## PROBLEM
The material below has pictures in it. Set down only the lines from the line containing "Quick job: Serialize" through the line containing "Input: one rendered", word for word, and leave the pictures behind.

## DATA RECORDS
━━━━━━━━
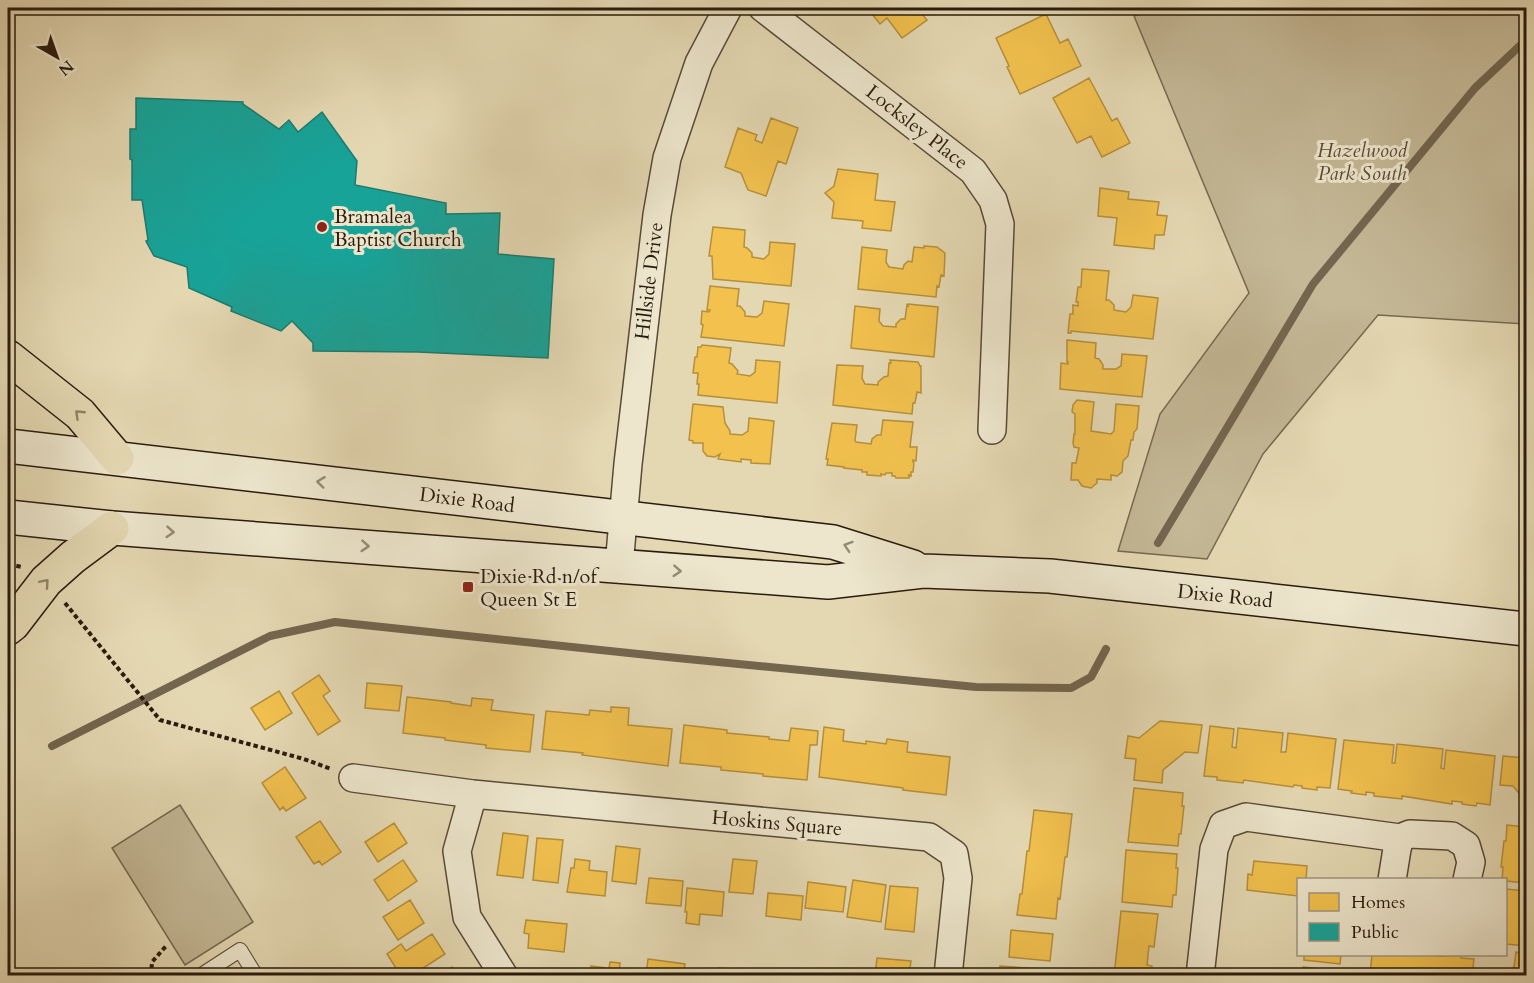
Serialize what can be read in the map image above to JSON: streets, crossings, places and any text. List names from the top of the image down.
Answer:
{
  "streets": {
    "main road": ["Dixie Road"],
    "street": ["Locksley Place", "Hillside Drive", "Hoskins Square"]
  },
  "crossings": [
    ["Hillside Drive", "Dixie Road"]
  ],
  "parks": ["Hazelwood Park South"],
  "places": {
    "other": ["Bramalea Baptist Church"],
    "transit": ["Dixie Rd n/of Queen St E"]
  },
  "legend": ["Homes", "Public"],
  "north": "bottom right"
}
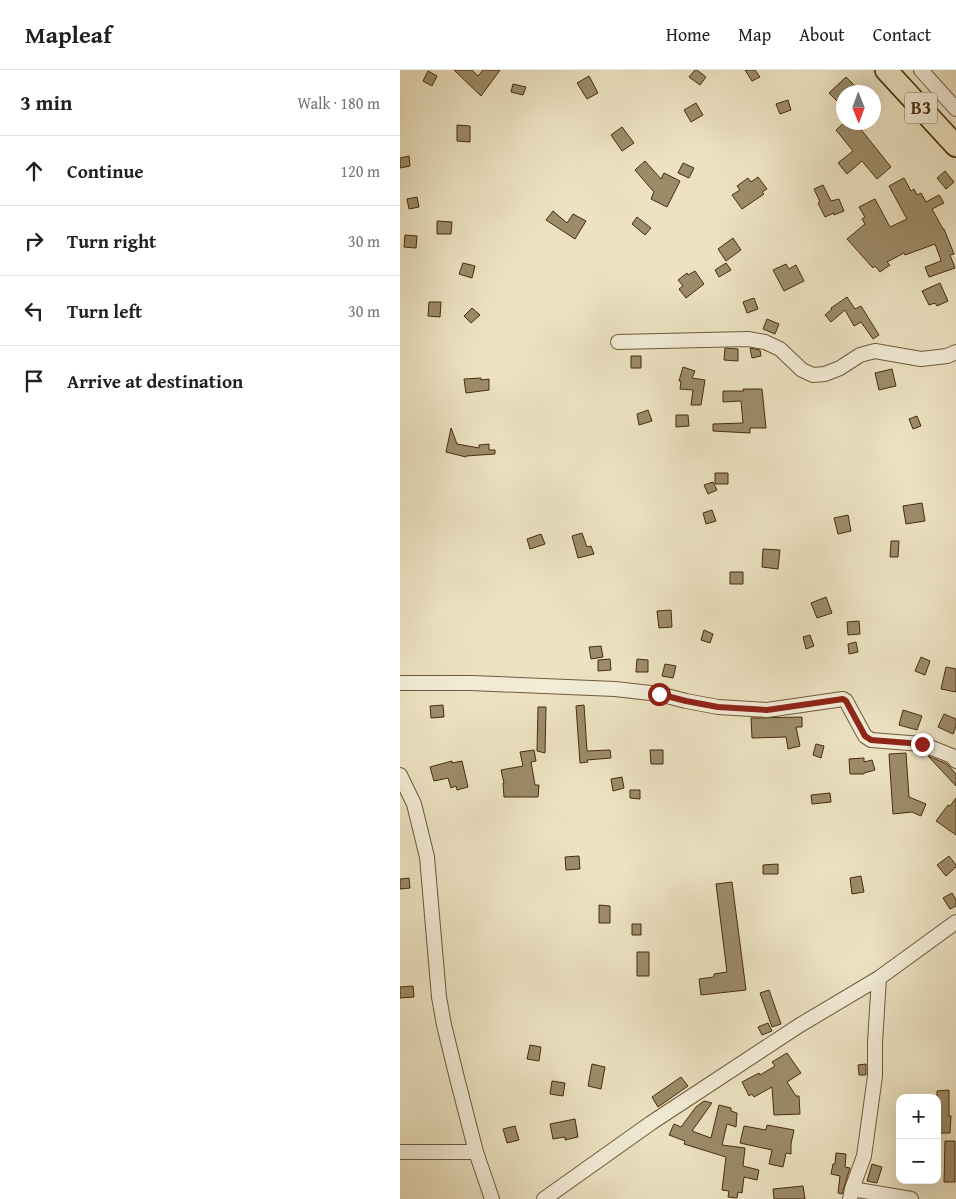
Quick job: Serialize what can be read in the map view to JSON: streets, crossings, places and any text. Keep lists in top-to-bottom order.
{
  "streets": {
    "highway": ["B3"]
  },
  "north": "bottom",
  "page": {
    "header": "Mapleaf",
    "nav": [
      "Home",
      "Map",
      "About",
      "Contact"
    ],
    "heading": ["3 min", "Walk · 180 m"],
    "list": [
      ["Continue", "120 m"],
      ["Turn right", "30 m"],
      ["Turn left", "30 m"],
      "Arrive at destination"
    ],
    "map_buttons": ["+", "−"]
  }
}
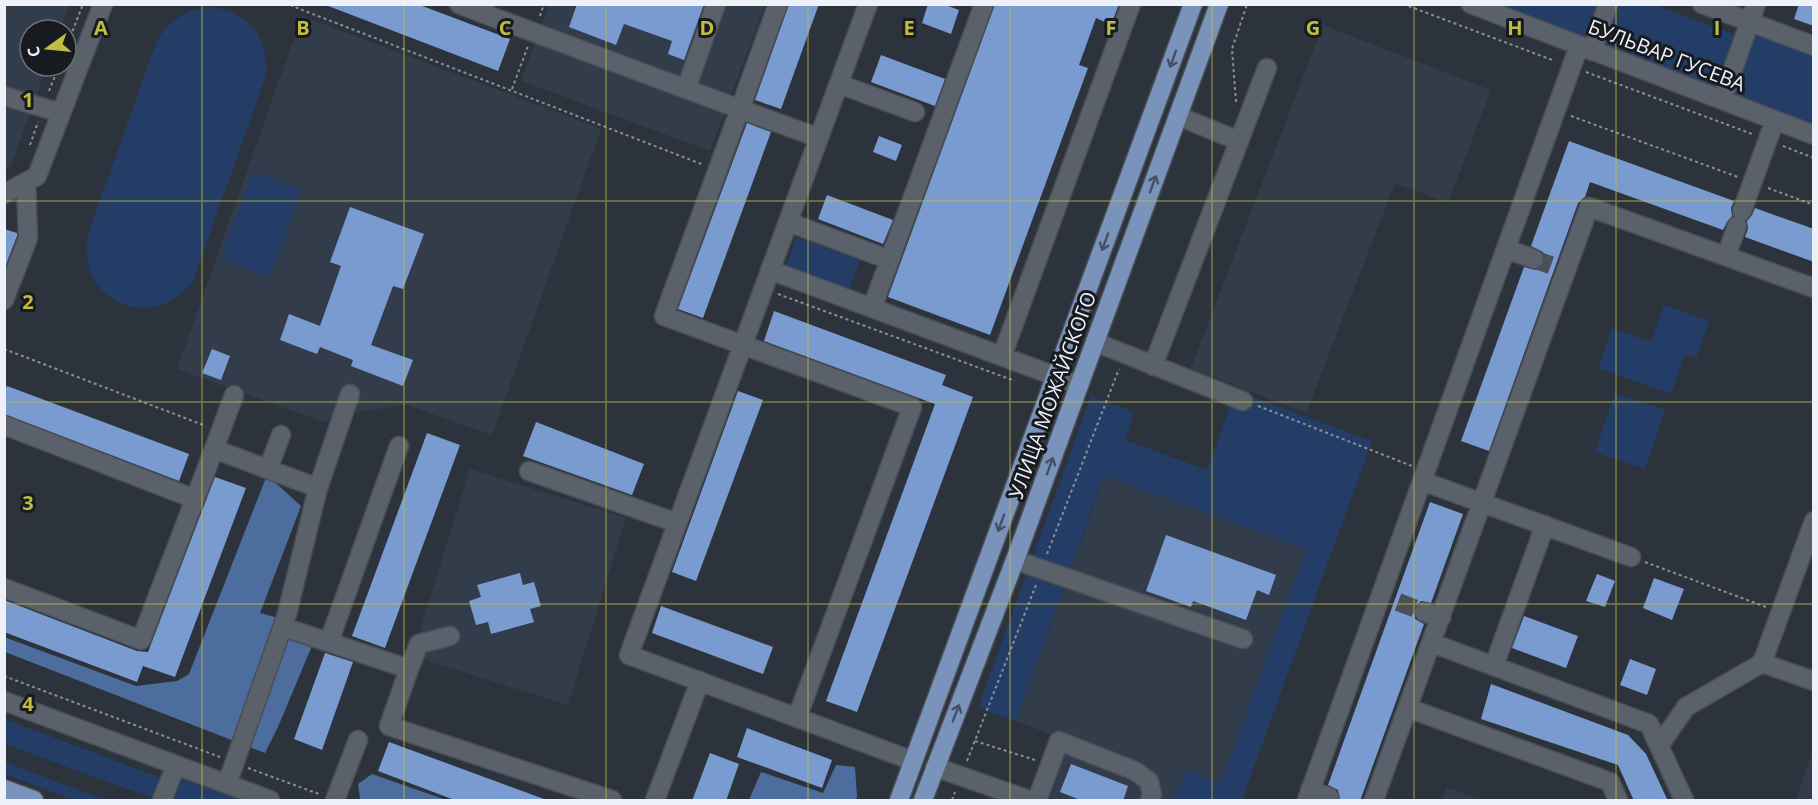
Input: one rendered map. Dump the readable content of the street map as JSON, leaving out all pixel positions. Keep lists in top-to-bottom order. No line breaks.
━━━━━━━━
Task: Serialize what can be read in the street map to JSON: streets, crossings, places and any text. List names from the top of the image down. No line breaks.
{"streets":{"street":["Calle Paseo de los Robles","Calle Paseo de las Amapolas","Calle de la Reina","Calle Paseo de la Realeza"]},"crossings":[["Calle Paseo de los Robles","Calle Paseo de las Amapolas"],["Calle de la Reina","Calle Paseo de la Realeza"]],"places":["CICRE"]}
━━━━━━━━
## RESULT
Quick job: Serialize what can be read in the map view to JSON: streets, crossings, places and any text. Keep lists in top-to-bottom order.
{
  "streets": {
    "highway": ["B3"]
  },
  "north": "bottom",
  "page": {
    "header": "Mapleaf",
    "nav": [
      "Home",
      "Map",
      "About",
      "Contact"
    ],
    "heading": ["3 min", "Walk · 180 m"],
    "list": [
      ["Continue", "120 m"],
      ["Turn right", "30 m"],
      ["Turn left", "30 m"],
      "Arrive at destination"
    ],
    "map_buttons": ["+", "−"]
  }
}
Input: one rendered map. Dump the readable content of the street map as JSON, leaving out all pixel positions. Keep lists in top-to-bottom order. No line breaks.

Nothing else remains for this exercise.